SQL VM CPU Spikes

Some people still aren't convinced by virtualisation and while it's true that there are some situations that it's not especially suited for they are relatively few in my experience. I know a few people who are yet to be convinced completely. One's a SQL DBA and there are times when she has a point. I thought that this might be one of them until I started poking around.

screenshot_2009-12-04_18-25-21Initially I was asked about what was causing a SQL VM to respond slowly and use 100% CPU. I had a look in vCenter and while it looked slightly busy it didn't seem over worked. As the graph to the right shows, it was using only about half of the available 3Ghz CPU it had access to. Perhaps I should explain further at this point that my client's practice when it comes to VMs is to provision them with a single vCPU and add more if they are required. It seems that if this was normal load for the VM that 1 vCPU should be enough.

Looking back through the VM's performance history I could see nothing particularly wrong either. Occasional CPU spikes in the past possibly indicating reboots or overnight processing. Oddly though there were random plateaus of activity for several hours at a time. Mostly overnight the VM would idle along using practically no CPU resource but during the day there were long periods where it looked a lot like the activity above. Time to look at the guest OS.

The picture inside Windows is slightly different. Opening up task manager shows frequent bursts of 100% CPU usage (see below). Actually you could call them regular. And, more worringly, it transpires that the server is not yet in production – it's still being configured.

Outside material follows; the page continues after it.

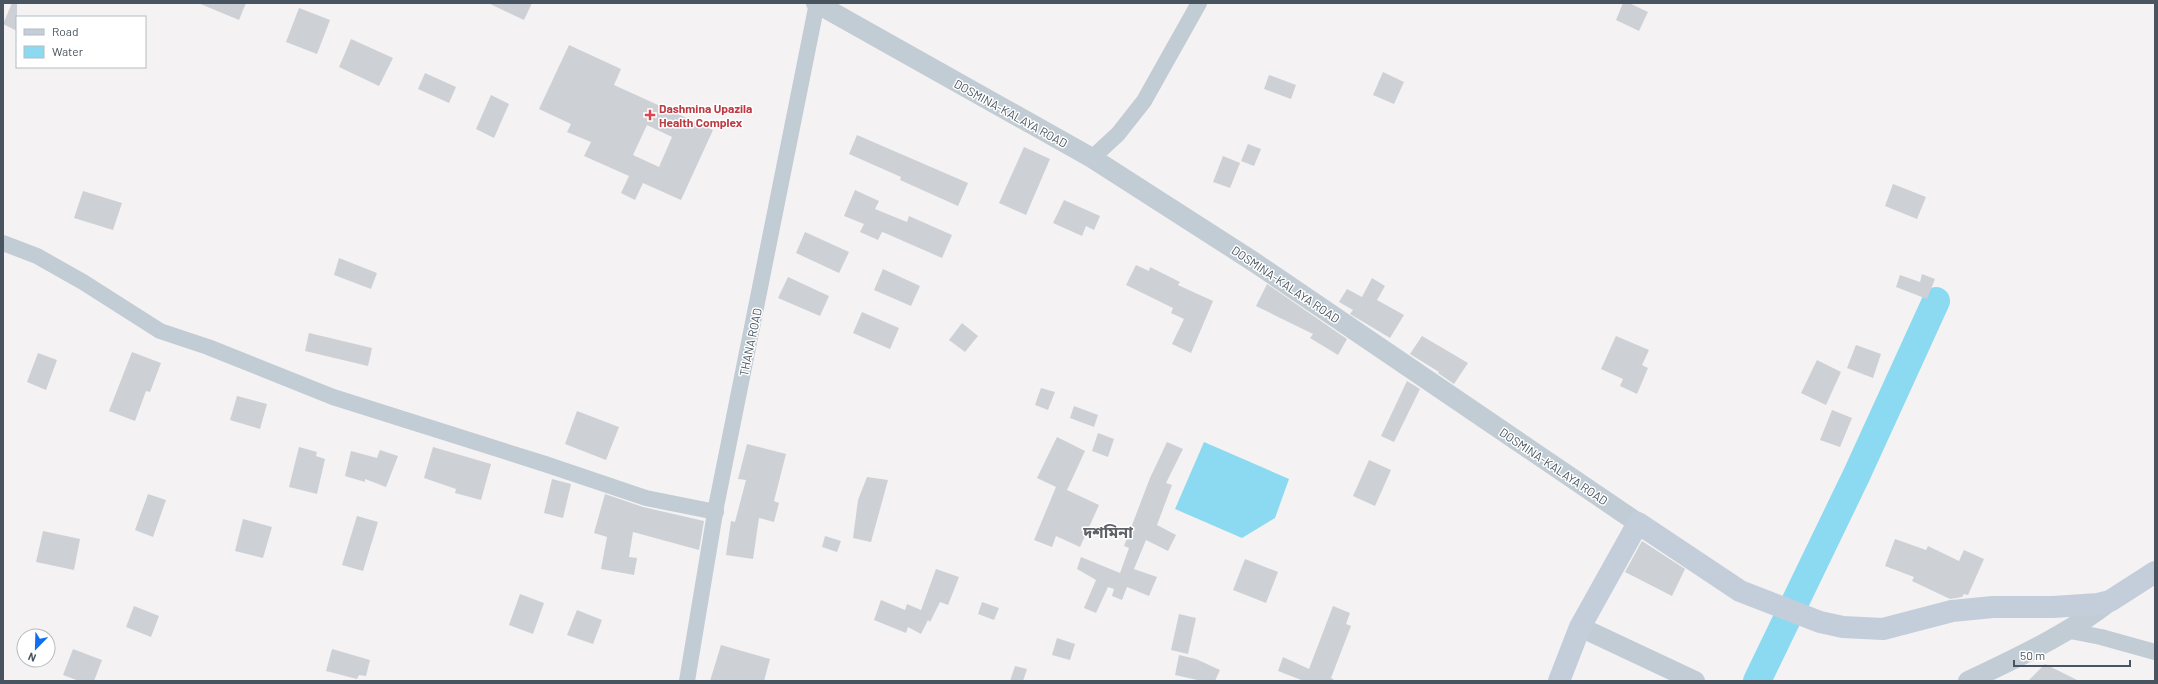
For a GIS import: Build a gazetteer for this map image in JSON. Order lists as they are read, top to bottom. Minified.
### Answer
{"streets":{"main road":["DOSMINA-KALAYA ROAD"],"street":["THANA ROAD"]},"crossings":[["DOSMINA-KALAYA ROAD","THANA ROAD"]],"districts":["দশমিনা"],"places":{"health":["Dashmina Upazila Health Complex"]},"legend":["Road","Water"],"scale_bar":"50 m","north":"bottom left"}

screenshot_2009-12-04_18-18-30

The offending process is services.exe so it's not immediately obvious what the issue is. Purely by coincidence I asked the DBA if she could log off for a while so that I could look into what was going on. When she did, the strangest thing happenned:

screenshot_2009-12-04_18-27-18

See how the CPU usage dropped back down to idle and stayed there. That begged the question “What were you running?”.

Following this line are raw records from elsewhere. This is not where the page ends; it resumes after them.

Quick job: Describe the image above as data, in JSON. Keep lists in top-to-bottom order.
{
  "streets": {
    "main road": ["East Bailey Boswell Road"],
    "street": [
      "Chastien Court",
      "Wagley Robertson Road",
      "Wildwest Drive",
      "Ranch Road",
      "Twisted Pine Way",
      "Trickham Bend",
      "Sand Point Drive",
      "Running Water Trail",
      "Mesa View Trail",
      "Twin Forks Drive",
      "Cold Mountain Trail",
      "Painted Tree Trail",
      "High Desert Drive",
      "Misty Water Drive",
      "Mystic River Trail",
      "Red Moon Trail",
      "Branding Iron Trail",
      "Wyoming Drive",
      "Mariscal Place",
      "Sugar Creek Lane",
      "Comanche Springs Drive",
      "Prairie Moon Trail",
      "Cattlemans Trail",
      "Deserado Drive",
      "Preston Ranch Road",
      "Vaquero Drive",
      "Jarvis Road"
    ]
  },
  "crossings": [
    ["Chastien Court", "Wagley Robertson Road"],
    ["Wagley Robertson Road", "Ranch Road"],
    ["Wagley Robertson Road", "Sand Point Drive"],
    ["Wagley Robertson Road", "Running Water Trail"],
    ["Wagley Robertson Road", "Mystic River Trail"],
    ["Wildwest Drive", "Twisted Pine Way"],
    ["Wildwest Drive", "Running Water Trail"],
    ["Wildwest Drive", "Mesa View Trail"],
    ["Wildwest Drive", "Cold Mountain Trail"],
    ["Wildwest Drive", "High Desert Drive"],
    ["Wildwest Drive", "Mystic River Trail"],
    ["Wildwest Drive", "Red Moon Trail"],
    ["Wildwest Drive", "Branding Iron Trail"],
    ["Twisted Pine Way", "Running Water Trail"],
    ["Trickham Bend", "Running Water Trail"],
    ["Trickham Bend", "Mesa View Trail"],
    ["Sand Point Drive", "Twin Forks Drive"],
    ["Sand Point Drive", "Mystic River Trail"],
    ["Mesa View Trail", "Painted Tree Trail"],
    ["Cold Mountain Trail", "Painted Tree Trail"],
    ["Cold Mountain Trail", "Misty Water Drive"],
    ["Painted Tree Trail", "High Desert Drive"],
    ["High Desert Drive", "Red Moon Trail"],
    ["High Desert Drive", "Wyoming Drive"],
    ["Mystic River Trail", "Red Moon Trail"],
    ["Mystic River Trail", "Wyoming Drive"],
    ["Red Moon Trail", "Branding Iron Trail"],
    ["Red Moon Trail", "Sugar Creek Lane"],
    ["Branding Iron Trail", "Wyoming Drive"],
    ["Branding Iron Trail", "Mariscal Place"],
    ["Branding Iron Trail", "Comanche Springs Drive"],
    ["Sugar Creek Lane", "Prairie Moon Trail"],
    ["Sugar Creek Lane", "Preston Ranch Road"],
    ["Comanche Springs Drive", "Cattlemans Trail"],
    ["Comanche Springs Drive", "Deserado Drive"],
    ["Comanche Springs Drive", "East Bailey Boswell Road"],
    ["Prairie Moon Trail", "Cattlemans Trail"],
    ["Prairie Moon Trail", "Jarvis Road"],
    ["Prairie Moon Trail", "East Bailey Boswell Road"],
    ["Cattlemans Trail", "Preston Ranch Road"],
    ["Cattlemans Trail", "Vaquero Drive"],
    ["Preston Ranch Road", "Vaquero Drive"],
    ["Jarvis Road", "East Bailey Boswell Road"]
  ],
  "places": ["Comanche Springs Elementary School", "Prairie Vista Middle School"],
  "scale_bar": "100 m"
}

It turns out that the culprit was none other than SQL Management Studio. When opened and connected it polls the server's status every 10 seconds. Strangely though, instead of polling just the SQL services it polls all services on the server (this can be seen using Process Monitor) which seems a bit excessive to me. Due to the way that hypervisors share resources, what would be a small blip on a physical host is magnified within the VM somewhat. Microsoft have acknowledged that this happens but to my knowledge haven't done much about it. There is a registry key that can be modified to adjust Management Studio's behaviour. For SQL 2005 SP1 onwards (it's not available before that) it is:

HKLMSoftwareMicrosoftMicrosoft SQL Server90ToolsShellPollingInterval

Setting it to 600 will reduce the frequency of polls to once a minute. Alternatively, just don't leave SQL Management Studio open longer than you have to and wait for Microsoft to fix it.